I first started thinking about George Thomson seriously in 2017. I was in large part inspired to do so by my colleague and friend, Dr Mark Frost, of the University of Portsmouth. His book, The Lost Companions (2014), profoundly revised our scholarly understanding of the Guild of St George, its membership, and Ruskin’s treatment of them and his management of the organisation. Frost’s meticulous use of forgotten and neglected sources, and his re-examination of more familiar material, enabled him to recuperate the biographies of many of the working people who tried to make a practical reality of Ruskin’s theories and idealistic vision. In attempting to construct a fuller account of Thomson’s biography, I have been privileged to dedicate the result to Mark Frost, whose study invites scholars to pay more attention to hitherto shadowy figures like Thomson.

My pamphlet explores the basic facts of Thomson’s life. It asks what made Thomson tick, and how his understanding of Ruskin guided his innovative approach to business? For the first time it scrutinises Thomson’s business practices in detail.

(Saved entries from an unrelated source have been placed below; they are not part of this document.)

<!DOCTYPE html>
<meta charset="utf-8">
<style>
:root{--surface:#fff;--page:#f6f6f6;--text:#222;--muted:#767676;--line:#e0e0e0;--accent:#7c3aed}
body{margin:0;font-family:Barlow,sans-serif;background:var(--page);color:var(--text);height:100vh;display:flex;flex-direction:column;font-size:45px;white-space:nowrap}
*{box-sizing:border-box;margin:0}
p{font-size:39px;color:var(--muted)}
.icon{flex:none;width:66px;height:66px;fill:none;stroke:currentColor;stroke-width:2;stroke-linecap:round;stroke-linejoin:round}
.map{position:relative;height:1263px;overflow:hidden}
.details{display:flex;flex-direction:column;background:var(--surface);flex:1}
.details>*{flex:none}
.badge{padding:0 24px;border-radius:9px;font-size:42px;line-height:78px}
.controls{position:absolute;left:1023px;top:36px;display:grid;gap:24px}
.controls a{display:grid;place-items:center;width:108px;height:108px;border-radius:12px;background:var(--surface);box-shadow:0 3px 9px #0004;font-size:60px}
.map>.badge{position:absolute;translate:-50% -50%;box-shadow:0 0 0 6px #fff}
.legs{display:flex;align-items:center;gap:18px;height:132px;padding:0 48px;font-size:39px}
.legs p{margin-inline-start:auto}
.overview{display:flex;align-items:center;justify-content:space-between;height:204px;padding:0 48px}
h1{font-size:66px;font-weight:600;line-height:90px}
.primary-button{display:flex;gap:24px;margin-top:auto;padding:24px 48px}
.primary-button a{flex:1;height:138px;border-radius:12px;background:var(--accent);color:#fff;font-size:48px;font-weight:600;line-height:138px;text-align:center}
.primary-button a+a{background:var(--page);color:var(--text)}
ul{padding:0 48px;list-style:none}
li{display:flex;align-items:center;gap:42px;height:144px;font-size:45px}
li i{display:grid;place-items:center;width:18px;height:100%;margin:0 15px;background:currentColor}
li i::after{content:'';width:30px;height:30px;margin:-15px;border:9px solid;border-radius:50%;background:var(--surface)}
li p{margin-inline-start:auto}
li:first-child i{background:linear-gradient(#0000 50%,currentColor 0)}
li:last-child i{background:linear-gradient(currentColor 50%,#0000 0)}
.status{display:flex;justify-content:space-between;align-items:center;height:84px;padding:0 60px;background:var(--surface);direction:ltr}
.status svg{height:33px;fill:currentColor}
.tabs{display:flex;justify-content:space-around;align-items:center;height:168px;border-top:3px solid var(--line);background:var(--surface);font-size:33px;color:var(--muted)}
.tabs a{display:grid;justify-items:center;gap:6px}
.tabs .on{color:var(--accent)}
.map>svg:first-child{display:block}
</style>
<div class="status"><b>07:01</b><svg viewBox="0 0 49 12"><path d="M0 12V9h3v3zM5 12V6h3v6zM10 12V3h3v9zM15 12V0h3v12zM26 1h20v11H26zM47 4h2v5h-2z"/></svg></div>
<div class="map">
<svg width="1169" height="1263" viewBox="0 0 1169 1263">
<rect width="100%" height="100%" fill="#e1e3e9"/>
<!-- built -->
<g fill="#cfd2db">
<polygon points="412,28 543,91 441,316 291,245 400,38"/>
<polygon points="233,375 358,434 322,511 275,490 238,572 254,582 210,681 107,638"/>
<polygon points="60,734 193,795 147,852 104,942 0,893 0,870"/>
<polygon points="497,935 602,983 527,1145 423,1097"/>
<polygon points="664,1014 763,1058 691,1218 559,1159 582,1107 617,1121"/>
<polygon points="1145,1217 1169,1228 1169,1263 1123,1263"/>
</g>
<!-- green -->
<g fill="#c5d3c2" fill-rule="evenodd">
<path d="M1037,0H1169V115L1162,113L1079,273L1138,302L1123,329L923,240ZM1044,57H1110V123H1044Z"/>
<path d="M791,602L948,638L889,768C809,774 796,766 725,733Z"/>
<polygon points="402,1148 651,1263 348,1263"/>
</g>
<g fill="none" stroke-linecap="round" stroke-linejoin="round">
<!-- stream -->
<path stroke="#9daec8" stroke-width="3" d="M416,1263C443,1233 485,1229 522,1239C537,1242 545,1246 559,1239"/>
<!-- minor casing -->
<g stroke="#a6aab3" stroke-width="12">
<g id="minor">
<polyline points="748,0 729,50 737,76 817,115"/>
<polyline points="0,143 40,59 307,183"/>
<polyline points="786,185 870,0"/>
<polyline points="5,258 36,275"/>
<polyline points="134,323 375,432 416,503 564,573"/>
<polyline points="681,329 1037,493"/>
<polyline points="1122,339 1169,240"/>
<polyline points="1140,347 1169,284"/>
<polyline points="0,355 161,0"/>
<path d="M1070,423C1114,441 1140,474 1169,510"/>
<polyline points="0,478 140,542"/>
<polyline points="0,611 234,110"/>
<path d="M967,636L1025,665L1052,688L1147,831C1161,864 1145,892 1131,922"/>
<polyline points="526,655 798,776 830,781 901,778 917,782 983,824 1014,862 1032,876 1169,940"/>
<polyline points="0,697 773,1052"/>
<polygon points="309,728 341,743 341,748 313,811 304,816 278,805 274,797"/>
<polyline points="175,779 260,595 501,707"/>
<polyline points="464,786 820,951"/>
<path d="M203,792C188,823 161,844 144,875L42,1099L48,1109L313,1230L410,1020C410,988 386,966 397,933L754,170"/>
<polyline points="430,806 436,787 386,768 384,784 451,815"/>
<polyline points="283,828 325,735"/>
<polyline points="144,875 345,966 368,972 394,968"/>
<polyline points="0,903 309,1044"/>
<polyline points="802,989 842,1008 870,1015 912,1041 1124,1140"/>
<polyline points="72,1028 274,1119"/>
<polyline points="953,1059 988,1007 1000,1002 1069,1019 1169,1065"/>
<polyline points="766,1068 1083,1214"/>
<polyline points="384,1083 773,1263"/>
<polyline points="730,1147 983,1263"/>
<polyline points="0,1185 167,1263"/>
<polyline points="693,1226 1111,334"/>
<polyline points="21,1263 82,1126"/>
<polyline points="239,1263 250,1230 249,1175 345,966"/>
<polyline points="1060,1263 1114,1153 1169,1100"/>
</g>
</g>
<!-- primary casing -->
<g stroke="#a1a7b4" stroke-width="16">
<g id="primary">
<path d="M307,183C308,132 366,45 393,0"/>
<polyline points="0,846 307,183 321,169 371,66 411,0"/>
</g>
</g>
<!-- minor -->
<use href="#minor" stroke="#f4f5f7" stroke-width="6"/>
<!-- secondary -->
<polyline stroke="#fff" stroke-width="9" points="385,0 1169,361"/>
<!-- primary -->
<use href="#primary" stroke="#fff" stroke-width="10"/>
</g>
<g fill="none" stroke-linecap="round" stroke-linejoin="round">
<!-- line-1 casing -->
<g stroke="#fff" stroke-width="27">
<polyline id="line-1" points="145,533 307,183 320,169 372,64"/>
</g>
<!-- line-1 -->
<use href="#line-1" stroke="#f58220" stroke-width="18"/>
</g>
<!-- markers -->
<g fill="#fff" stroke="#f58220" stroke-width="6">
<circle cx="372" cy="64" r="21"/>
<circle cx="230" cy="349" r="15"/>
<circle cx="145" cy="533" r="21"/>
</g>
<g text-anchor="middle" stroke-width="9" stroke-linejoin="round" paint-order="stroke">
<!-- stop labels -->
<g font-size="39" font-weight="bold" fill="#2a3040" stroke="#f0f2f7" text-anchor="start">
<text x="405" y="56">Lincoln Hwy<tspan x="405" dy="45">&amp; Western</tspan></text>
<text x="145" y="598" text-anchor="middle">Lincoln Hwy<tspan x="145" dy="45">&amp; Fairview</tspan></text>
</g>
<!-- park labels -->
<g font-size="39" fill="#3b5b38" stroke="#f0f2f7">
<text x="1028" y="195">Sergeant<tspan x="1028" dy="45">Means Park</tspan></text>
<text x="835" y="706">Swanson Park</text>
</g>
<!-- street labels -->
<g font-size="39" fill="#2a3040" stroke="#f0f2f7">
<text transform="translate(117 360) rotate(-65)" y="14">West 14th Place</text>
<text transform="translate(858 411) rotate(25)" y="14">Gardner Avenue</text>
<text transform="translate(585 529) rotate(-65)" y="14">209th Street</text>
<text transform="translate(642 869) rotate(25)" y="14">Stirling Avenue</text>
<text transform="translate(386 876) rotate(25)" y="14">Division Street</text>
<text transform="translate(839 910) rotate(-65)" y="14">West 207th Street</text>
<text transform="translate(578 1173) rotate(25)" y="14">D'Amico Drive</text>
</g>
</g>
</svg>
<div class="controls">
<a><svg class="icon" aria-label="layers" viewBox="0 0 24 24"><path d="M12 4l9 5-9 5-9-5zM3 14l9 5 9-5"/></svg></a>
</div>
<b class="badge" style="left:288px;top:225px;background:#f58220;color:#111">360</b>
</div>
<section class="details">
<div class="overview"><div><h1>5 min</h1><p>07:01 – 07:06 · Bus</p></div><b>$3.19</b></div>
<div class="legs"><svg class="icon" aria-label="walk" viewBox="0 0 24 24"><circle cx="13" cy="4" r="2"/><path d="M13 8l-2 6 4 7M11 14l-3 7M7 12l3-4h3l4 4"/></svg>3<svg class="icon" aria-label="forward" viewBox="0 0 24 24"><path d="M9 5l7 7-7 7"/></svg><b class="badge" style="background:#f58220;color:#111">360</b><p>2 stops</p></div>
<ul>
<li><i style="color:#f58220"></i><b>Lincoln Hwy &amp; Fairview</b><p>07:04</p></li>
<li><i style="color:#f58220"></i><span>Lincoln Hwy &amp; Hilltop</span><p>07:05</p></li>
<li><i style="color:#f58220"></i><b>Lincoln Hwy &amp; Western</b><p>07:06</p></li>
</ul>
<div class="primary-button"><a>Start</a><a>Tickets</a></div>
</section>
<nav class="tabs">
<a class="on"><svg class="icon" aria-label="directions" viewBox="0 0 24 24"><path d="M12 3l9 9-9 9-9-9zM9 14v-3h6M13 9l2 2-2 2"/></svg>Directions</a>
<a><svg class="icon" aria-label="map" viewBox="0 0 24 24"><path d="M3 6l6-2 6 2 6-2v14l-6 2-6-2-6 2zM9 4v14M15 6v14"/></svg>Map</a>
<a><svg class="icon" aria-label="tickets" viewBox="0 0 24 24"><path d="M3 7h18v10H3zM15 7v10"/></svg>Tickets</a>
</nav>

It provides answers to questions such as what was his philosophy, how did the industrial processes work at his mill, what was the nature of his relations with his workforce, who were his customers and how did they respond to the business and its products, and how successful was the experiment?

In 2017 I visited Huddersfield for the first time and found and photographed the places where the main Thomson family home once stood in Fartown, and where Woodhouse Mill was located in Deighton. I also went to Thomson’s final residence in Edgerton, the only building of the three which still stands. Appropriately, just north-east of Fartown—the district where Thomson was a representative on Huddersfield Council, and the location of his home, Woodhouse Hall—there is a residential street named Ruskin Grove. The photograph of the street-sgn understandably did not make it into the final edit of the pamphlet, but here it is, below. The mill stood due east of here, not far away, next to the Leeds Road and the Huddersfield Broad Canal, diagonally opposite Deighton Mill which, though re-purposed, still stands.

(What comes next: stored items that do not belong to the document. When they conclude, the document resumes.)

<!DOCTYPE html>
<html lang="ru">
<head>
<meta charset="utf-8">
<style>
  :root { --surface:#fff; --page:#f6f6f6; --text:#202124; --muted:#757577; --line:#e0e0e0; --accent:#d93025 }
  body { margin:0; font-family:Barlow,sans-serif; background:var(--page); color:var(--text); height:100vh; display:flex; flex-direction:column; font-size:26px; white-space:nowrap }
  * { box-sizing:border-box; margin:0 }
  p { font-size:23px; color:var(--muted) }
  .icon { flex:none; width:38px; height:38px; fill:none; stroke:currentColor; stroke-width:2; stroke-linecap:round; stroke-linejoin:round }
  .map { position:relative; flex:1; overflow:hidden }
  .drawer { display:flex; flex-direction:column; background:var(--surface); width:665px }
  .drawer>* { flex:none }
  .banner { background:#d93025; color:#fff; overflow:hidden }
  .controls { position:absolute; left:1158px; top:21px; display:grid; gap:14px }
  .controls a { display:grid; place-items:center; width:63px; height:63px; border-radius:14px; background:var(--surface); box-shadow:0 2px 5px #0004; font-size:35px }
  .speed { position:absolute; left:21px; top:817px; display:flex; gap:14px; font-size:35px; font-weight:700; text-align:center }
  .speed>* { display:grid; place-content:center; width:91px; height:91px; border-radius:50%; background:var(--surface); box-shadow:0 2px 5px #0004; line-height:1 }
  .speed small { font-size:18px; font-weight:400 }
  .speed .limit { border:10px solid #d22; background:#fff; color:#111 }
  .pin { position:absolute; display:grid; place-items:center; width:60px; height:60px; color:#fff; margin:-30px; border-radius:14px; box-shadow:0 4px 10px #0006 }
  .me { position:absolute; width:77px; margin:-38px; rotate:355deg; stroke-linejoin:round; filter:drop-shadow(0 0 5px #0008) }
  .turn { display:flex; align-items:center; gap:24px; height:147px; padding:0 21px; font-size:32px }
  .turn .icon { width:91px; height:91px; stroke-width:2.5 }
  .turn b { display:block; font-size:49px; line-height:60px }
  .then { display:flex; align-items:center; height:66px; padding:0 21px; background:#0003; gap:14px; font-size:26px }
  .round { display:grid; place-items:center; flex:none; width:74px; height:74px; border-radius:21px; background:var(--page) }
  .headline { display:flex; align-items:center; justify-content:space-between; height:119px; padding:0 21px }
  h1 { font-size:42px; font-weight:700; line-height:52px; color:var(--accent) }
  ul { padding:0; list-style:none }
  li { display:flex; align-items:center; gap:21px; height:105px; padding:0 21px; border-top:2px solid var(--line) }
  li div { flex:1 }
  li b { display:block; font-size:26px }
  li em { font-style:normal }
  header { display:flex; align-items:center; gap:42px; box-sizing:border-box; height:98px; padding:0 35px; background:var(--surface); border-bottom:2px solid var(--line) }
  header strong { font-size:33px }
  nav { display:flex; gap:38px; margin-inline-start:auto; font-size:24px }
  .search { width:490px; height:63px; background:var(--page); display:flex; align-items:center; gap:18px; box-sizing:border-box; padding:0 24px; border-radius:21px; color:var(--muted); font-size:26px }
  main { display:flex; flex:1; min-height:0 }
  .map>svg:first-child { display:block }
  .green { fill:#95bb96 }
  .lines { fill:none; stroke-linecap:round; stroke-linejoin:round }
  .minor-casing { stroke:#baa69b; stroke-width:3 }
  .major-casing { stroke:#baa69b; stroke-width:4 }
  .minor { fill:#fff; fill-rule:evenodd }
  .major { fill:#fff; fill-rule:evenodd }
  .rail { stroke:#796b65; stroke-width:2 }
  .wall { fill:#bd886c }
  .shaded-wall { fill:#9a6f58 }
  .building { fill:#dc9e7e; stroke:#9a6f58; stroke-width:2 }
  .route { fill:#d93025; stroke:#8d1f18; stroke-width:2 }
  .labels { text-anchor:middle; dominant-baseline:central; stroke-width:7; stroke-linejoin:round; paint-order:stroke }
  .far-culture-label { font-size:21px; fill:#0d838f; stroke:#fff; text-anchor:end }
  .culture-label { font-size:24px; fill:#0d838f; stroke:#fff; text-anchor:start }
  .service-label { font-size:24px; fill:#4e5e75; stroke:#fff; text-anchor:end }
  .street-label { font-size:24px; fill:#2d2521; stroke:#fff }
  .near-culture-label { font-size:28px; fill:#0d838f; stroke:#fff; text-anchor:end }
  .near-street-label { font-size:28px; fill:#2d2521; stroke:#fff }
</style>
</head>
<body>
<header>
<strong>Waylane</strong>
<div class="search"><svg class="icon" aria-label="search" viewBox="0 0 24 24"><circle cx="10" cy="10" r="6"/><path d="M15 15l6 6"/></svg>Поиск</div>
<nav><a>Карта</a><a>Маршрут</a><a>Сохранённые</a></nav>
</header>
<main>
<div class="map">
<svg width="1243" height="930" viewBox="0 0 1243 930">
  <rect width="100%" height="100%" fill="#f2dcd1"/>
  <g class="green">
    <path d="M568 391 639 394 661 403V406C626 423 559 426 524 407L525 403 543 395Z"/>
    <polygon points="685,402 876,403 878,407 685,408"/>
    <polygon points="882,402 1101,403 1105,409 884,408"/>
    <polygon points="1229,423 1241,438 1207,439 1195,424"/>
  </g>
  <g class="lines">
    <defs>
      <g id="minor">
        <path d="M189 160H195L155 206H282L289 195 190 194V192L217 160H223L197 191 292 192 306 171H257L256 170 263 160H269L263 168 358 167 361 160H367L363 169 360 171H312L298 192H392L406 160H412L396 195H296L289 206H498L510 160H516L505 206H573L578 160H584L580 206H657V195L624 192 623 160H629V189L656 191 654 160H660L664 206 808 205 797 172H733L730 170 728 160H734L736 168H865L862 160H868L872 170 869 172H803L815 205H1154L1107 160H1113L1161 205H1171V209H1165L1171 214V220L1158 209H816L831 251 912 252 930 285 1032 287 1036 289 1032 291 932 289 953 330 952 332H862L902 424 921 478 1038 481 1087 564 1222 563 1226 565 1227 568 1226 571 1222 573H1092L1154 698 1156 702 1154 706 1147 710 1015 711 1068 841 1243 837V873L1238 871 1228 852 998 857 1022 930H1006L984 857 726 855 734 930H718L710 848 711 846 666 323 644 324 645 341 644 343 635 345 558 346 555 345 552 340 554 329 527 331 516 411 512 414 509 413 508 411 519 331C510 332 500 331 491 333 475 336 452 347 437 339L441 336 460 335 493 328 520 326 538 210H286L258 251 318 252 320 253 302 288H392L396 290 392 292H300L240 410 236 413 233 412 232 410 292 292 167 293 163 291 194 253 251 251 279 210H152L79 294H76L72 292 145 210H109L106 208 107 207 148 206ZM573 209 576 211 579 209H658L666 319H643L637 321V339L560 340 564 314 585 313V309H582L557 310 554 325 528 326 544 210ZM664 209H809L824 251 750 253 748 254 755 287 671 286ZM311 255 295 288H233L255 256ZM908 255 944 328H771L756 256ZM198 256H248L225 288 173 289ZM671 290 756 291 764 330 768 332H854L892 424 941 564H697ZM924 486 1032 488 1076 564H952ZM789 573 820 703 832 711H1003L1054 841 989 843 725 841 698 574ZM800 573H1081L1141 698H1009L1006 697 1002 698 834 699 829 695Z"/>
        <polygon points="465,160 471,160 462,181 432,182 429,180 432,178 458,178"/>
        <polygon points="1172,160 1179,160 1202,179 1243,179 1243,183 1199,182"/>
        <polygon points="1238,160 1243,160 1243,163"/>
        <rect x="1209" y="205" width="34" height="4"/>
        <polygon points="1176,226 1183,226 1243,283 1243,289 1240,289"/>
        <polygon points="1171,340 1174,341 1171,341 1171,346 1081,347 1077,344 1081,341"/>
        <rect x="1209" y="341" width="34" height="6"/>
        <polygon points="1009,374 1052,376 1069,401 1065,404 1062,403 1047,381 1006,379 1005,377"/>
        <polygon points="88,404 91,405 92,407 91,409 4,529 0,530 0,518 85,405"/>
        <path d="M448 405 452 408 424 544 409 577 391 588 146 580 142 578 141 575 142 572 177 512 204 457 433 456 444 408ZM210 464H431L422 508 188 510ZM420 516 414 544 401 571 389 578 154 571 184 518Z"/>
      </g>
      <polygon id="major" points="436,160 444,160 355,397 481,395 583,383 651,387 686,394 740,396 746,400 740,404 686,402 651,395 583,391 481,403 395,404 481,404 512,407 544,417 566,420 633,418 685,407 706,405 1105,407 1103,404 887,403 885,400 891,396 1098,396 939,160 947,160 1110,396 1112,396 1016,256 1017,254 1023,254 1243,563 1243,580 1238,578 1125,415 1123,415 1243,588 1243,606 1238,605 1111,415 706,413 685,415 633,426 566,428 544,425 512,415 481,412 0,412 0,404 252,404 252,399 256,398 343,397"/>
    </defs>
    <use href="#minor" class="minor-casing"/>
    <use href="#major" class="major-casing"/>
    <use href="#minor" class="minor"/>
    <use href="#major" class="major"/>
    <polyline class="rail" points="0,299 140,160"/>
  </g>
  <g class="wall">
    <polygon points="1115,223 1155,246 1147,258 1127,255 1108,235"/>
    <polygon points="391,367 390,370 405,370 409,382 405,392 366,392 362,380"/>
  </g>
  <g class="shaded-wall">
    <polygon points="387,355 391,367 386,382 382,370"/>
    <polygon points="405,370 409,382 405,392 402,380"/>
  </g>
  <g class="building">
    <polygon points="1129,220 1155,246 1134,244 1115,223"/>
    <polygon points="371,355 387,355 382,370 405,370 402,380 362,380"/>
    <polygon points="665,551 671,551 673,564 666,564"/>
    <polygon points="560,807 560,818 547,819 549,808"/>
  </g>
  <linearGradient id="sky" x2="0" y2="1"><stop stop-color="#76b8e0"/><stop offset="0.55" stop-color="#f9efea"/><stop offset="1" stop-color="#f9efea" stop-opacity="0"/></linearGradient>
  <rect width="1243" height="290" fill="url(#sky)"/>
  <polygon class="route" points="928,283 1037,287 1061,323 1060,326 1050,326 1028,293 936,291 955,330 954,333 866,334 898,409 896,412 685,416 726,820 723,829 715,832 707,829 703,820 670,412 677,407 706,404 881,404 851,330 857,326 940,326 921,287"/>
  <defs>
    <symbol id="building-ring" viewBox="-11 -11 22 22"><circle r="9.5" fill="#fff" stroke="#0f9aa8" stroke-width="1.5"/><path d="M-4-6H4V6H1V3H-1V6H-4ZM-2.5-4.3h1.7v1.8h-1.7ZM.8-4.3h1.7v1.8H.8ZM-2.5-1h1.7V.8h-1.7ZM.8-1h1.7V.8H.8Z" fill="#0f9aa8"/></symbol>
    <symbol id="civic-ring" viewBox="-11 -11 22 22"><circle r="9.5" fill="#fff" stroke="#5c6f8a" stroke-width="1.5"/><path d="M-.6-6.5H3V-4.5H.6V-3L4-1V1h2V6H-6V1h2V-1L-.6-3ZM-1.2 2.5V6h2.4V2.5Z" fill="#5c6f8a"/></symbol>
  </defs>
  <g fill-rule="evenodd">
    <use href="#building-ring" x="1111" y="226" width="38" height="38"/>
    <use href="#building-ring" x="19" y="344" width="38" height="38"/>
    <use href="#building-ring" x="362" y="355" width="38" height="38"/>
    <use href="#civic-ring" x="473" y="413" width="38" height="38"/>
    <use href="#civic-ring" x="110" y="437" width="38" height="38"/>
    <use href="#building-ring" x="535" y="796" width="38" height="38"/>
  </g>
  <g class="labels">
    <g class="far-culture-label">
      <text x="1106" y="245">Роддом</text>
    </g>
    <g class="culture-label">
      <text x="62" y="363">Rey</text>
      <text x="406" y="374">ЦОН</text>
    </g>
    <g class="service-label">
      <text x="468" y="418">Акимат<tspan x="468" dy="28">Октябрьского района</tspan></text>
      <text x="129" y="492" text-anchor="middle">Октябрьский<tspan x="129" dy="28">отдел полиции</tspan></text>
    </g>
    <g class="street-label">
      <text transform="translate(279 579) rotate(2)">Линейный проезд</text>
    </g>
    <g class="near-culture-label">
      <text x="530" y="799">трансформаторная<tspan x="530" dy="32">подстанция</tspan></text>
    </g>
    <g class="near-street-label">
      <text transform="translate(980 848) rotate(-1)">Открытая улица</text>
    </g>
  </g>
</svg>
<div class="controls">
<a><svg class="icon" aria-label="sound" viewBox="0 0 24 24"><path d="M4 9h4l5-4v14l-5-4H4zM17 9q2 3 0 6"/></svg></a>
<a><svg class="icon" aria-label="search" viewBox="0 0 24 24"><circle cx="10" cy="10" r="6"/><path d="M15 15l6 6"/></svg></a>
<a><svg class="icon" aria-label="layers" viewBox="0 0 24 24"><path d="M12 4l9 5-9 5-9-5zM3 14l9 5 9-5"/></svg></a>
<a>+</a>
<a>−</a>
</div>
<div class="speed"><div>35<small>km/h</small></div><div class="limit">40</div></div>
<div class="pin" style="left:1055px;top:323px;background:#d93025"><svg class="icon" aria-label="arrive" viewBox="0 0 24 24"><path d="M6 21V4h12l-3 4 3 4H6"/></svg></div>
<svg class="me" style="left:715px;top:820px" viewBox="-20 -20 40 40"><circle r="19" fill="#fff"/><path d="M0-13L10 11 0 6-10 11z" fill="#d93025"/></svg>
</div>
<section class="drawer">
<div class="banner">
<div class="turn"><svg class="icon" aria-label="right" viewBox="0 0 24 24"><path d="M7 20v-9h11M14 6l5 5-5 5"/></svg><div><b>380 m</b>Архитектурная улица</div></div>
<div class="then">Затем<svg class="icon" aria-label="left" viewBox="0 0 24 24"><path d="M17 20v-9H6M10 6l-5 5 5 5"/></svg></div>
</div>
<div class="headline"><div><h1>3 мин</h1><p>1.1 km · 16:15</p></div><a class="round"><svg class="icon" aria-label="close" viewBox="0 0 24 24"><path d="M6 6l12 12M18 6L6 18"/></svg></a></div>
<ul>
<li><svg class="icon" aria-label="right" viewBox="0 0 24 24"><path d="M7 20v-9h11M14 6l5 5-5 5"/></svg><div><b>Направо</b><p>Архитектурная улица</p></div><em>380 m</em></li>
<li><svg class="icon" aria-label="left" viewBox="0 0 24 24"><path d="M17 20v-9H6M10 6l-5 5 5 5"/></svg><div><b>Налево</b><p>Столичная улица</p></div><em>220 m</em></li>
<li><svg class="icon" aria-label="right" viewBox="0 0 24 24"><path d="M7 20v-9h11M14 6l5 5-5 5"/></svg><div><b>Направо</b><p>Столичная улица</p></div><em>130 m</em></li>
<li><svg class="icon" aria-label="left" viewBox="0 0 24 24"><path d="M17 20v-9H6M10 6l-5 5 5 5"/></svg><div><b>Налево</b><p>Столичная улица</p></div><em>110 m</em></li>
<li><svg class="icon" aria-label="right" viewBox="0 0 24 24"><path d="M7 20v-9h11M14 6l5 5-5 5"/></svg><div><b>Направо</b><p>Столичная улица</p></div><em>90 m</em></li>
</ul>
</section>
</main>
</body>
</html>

We did not find space in the pamphlet, either, for three newspaper advertisements, which I shall end by sharing. The first two appeared in 1888, while the last is from 1891 and show’s the company’s trademark. The testimonies and references to prizes speak to the success of the company and the pride it took in producing high-quality goods on fair terms both to the workforce and to customers.

I hope that my study of Thomson will be of interest to Ruskin scholars, students of historic industrial innovation and local historians in Huddersfield alike.